» Exercise directions
Say how many lines in the entries below mention "shadow", with no other words.

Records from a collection
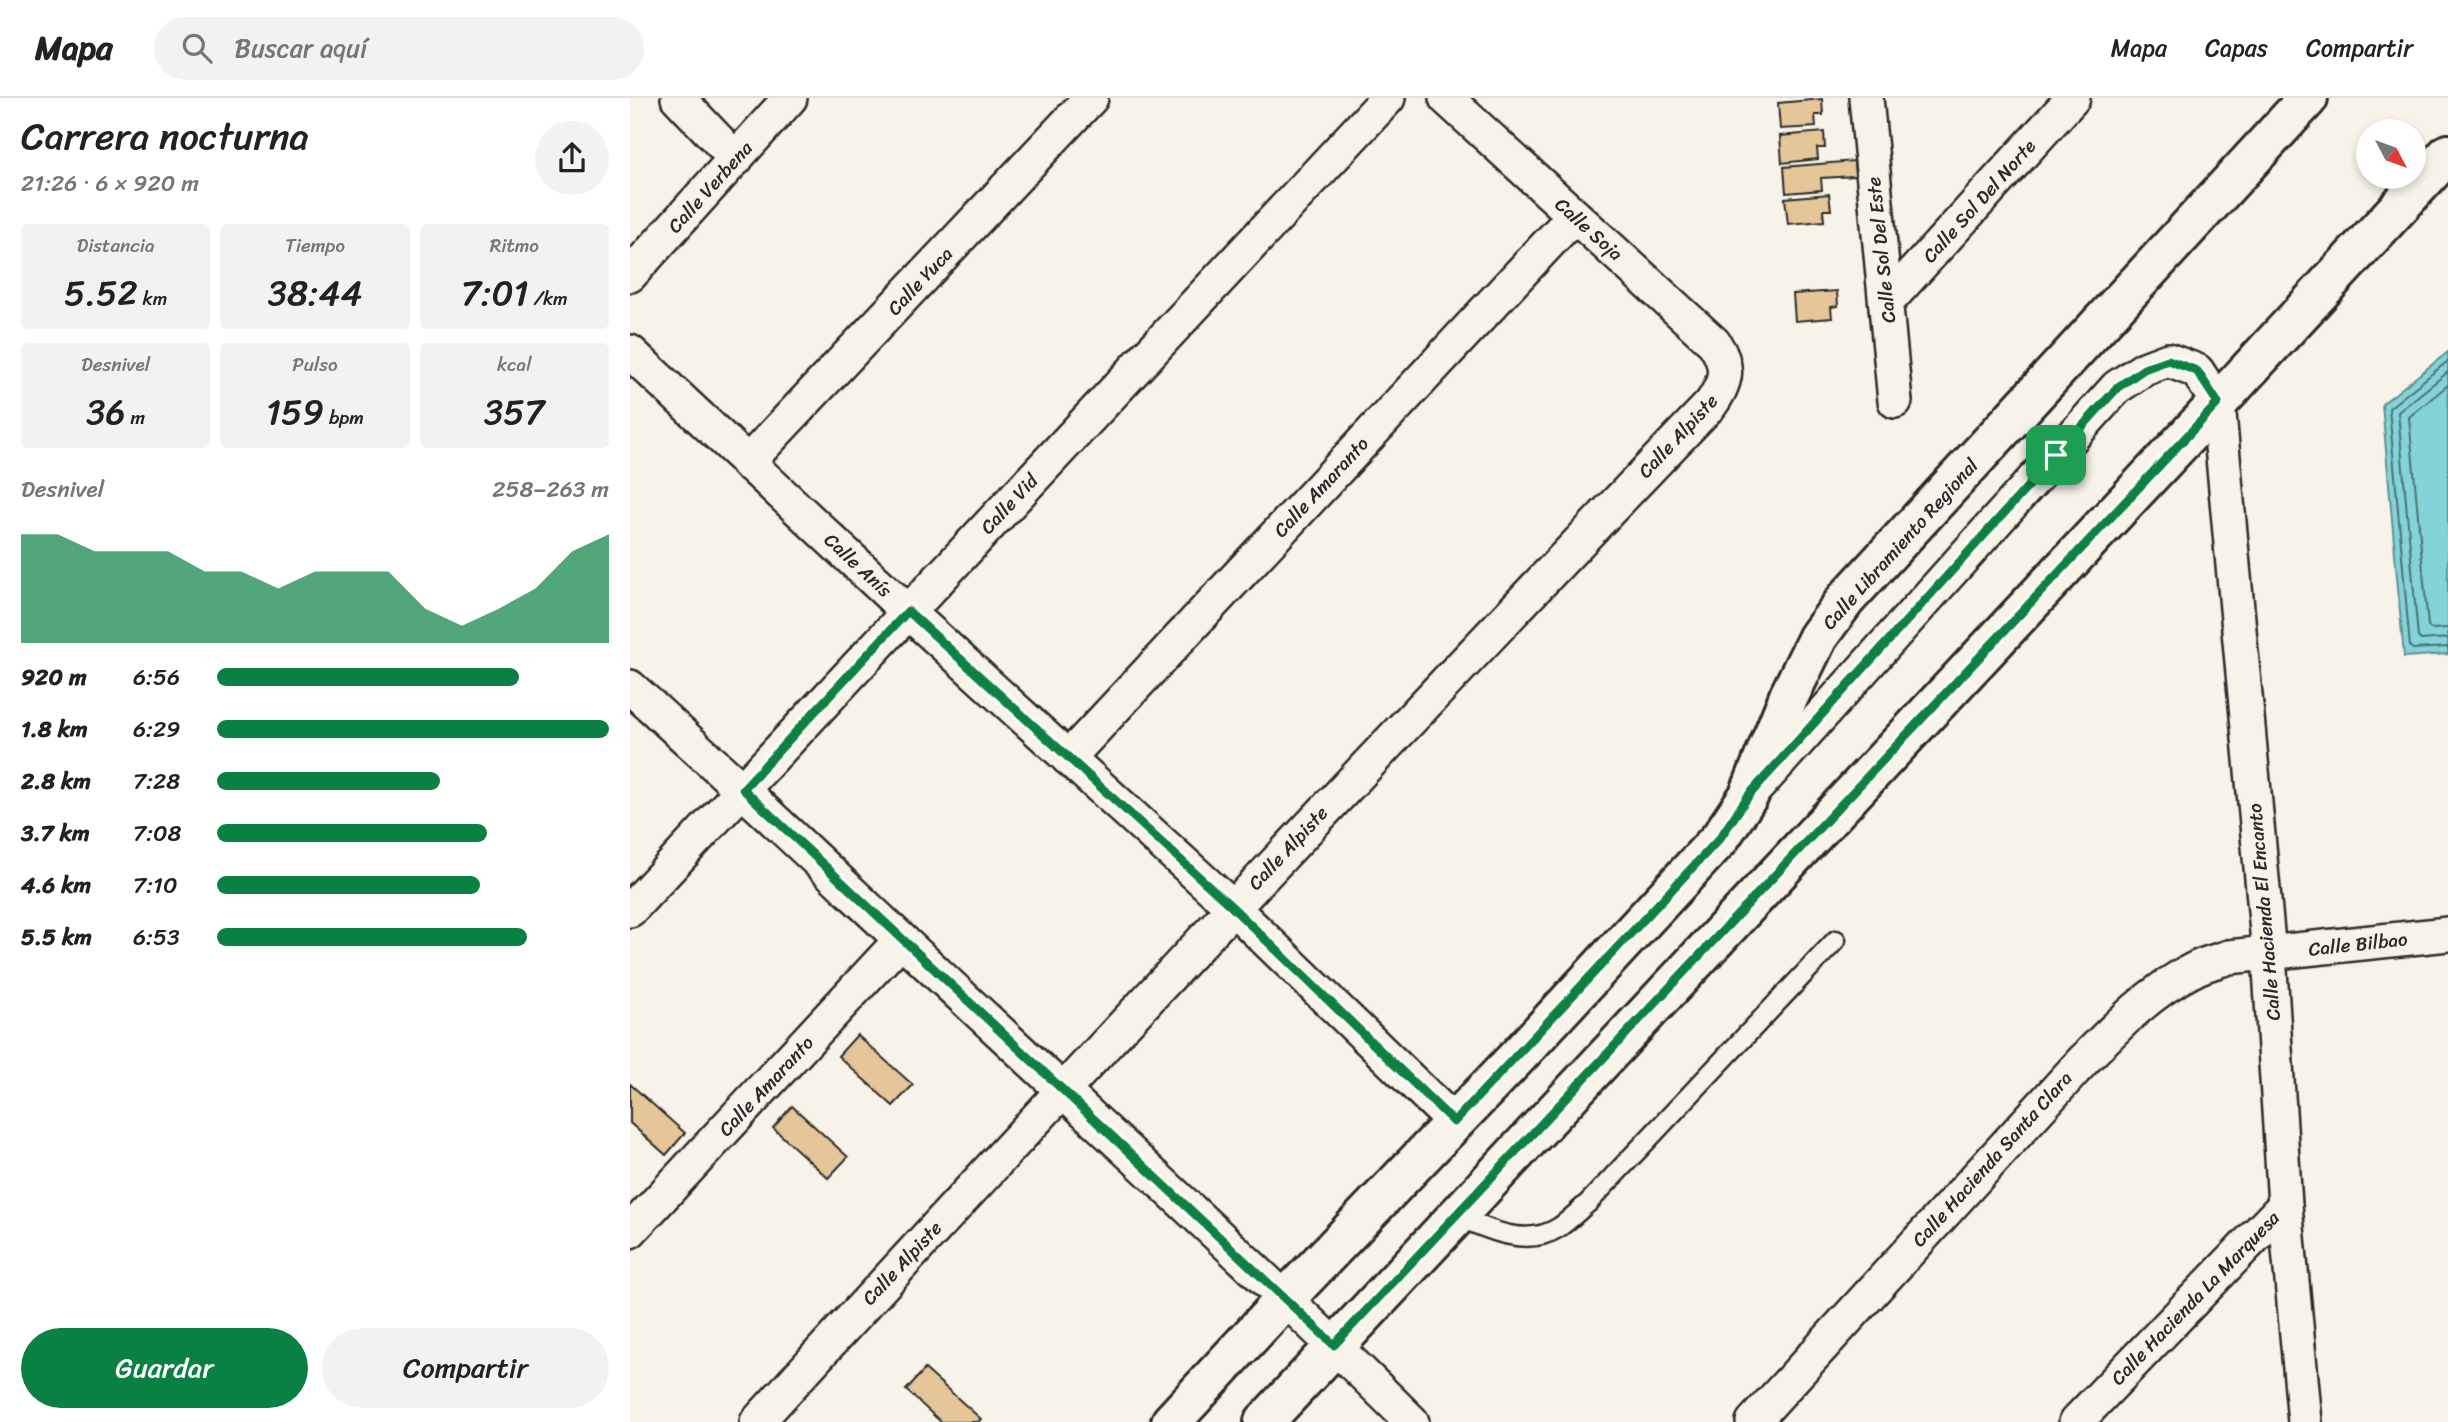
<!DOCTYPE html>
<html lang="es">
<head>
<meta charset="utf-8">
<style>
	body { margin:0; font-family:Sriracha,sans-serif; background:#f2f2f2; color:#222; height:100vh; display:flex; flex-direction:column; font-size:26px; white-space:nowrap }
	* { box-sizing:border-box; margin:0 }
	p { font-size:23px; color:#767676 }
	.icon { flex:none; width:38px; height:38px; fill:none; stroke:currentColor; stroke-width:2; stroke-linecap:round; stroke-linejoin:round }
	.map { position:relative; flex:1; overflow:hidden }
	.details { display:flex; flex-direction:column; background:#fff; width:630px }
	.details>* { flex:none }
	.needle { width:46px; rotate:131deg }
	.buttons { position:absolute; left:1726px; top:21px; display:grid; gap:14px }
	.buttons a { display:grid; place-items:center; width:70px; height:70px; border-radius:50%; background:#fff; box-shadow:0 4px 10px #0003; font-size:35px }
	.pin { position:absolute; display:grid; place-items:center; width:60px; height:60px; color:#fff; margin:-30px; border-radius:14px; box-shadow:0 4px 10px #0006 }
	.round { display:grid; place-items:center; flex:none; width:74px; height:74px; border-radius:37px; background:#f2f2f2 }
	.head { display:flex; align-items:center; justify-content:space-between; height:119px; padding:0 21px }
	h1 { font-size:38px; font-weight:600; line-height:52px }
	.stats { display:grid; grid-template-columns:repeat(3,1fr); gap:10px; height:119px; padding:7px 21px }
	.stats div { display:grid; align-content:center; border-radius:7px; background:#f2f2f2; text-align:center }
	.stats b { font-size:35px; font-weight:600 }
	.stats small { font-size:19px; font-weight:400 }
	.stats p { font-size:19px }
	.chart { height:196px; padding:14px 21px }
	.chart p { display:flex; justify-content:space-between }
	.chart svg { width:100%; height:126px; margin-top:7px; fill:#0b8043; opacity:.7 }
	.primary-button { display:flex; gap:14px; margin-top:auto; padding:14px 21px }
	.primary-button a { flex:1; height:80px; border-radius:42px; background:#0b8043; color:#fff; font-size:28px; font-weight:600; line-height:80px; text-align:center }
	.primary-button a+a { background:#f2f2f2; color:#222 }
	ul { padding:0 21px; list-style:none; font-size:23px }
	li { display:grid; grid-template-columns:112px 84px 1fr; align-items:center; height:52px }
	li i { height:18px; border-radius:9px; background:#0b8043 }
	header { display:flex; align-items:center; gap:42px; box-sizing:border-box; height:98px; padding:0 35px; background:#fff; border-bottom:2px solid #e0e0e0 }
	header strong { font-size:33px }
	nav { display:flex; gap:38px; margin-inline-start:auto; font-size:24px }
	.search { width:490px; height:63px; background:#f2f2f2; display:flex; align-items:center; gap:18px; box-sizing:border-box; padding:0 24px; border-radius:38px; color:#767676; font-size:26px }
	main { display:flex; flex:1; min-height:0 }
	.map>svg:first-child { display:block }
</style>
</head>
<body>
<header>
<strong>Mapa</strong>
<div class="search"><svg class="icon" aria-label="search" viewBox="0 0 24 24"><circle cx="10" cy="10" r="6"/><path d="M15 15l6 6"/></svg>Buscar aquí</div>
<nav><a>Mapa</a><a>Capas</a><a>Compartir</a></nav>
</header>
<main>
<section class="details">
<div class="head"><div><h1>Carrera nocturna</h1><p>21:26 · 6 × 920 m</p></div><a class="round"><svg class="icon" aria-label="share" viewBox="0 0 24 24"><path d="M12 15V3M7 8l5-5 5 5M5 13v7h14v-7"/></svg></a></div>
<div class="stats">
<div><p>Distancia</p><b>5.52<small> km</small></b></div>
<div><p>Tiempo</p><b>38:44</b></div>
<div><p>Ritmo</p><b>7:01<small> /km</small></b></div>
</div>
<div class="stats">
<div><p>Desnivel</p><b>36<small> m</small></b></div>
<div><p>Pulso</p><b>159<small> bpm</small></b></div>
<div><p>kcal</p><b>357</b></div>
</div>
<div class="chart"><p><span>Desnivel</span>258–263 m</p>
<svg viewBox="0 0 160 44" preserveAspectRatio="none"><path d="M0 44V6L10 6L20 12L30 12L40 12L50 19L60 19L70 25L80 19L90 19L100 19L110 32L120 38L130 32L140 25L150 12L160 6V44z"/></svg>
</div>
<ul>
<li><b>920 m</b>6:56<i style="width:77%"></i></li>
<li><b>1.8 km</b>6:29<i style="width:100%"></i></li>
<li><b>2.8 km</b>7:28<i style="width:57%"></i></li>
<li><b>3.7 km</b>7:08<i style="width:69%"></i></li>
<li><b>4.6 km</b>7:10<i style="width:67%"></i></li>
<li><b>5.5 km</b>6:53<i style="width:79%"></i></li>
</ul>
<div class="primary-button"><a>Guardar</a><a>Compartir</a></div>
</section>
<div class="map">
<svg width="1818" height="1324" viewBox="0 0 1818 1324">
	<rect width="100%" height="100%" fill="#f7f3e8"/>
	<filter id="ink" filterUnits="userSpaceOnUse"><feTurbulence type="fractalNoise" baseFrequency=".0143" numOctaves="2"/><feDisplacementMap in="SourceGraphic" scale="14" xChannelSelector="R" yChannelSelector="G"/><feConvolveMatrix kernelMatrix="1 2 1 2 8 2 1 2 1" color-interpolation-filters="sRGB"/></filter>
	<g filter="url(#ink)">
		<polygon fill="#82d4d9" stroke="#5f9093" stroke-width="2" points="1818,254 1818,556 1774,559 1752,306"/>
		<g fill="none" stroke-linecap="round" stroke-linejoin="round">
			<g stroke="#4e6f71" stroke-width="2">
				<polyline points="1818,263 1759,310 1780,549 1783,551 1818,549"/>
				<polyline points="1818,274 1768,314 1788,539 1791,542 1818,540"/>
				<polyline points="1818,287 1779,319 1798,528 1801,531 1818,530"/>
			</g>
		</g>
		<g fill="#e5c698" stroke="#2b2b2b" stroke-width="2">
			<polygon points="1192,1 1193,17 1185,17 1186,29 1150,31 1148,5"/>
			<polygon points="1194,34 1195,50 1187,50 1188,61 1152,65 1150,38"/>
			<polygon points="1224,63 1225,78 1191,80 1192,92 1156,95 1154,69"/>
			<polygon points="1199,96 1201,112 1193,112 1194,123 1158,126 1155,100"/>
			<polygon points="1207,193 1208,208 1201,209 1202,220 1165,223 1163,196"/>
			<polygon points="227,937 283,987 263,1008 208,958"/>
			<polygon points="0,986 55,1035 36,1057 0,1025"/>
			<polygon points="162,1008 218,1059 198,1080 143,1030"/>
			<polygon points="295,1271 351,1321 348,1324 311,1324 276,1292"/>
		</g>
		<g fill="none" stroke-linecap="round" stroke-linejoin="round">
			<g stroke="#2b2b2b" stroke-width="23">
				<path id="service" d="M 827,1118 C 857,1131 896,1150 928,1130 C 939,1123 948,1113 958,1105 L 1206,842"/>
			</g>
			<g stroke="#2b2b2b" stroke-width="38">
				<g id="minor">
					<polyline points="48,0 106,61"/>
					<polyline points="1236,0 1265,303"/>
					<polyline points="0,177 160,0"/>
					<polyline points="1256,205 1443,0"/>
					<polyline points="0,254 277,513 602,809 824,1024"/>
					<polyline points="117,365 461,0"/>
					<path d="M 0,589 C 125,702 247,820 371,935 C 509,1064 648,1191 782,1324"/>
					<polyline points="438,660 944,118"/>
					<polyline points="1127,689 1487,289 1514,271 1538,262 1567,273 1588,305 1639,856 1655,1107 1675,1324"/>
					<polyline points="0,812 758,0"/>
					<polyline points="0,1133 271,842"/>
					<path d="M 127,1324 C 441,981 759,642 1081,306 C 1097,283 1100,269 1084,245 L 816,0"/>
					<path d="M 1123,1324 L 1451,965 C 1485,930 1519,894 1563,872 C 1574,866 1587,863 1599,859 L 1818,836"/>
					<polyline points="1446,1324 1655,1107"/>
				</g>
			</g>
			<g stroke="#2b2b2b" stroke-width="44">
				<g id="tertiary">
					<polyline points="541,1324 656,1200 889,957 1090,740 1119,697 1159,598 1188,539 1216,501 1678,0"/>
					<polyline points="634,1324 1588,305 1818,56"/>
				</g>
			</g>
			<use href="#service" stroke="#f7f3e8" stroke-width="18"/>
			<use href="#minor" stroke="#f7f3e8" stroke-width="33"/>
			<use href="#tertiary" stroke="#f7f3e8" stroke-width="38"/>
		</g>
	</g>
	<g fill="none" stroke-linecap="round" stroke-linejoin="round" filter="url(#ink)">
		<g stroke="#fff" stroke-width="14">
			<polygon id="route" points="1538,262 1567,273 1588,305 704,1247 113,691 278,513 602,809 824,1024 1090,740 1119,697 1488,289 1514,271"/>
		</g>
		<use href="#route" stroke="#0b8043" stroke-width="9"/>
	</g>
	<g text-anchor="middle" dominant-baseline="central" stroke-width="5" stroke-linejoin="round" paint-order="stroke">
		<g font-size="19" fill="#2b2b2b" stroke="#f7f3e8">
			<text transform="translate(80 89) rotate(-48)">Calle Verbena</text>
			<text transform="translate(1349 103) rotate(-48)">Calle Sol Del Norte</text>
			<text transform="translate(959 131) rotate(42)">Calle Soja</text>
			<text transform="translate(1251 152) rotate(-96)">Calle Sol Del Este</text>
			<text transform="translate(290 183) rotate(-47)">Calle Yuca</text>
			<text transform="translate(1048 338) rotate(-47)">Calle Alpiste</text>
			<text transform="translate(691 389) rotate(-47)">Calle Amaranto</text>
			<text transform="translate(379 406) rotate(-47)">Calle Vid</text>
			<text transform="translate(1270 446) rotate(-48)">Calle Libramiento Regional</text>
			<text transform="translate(228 467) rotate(43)">Calle Anís</text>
			<text transform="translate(658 750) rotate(-47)">Calle Alpiste</text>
			<text transform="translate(1634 814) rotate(-95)">Calle Hacienda El Encanto</text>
			<text transform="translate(1728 846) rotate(-6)">Calle Bilbao</text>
			<text transform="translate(136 988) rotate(-47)">Calle Amaranto</text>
			<text transform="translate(1362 1061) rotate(-48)">Calle Hacienda Santa Clara</text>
			<text transform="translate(272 1165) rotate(-47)">Calle Alpiste</text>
			<text transform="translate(1565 1200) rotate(-46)">Calle Hacienda La Marquesa</text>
		</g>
	</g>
</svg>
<div class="buttons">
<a><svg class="needle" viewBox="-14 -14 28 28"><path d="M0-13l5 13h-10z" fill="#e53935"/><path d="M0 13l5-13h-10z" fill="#767676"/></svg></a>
</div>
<div class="pin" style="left:1426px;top:357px;background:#1e9e55"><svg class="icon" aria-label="arrive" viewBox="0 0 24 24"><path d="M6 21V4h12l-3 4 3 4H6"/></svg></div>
</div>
</main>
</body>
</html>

» Answer to this task
2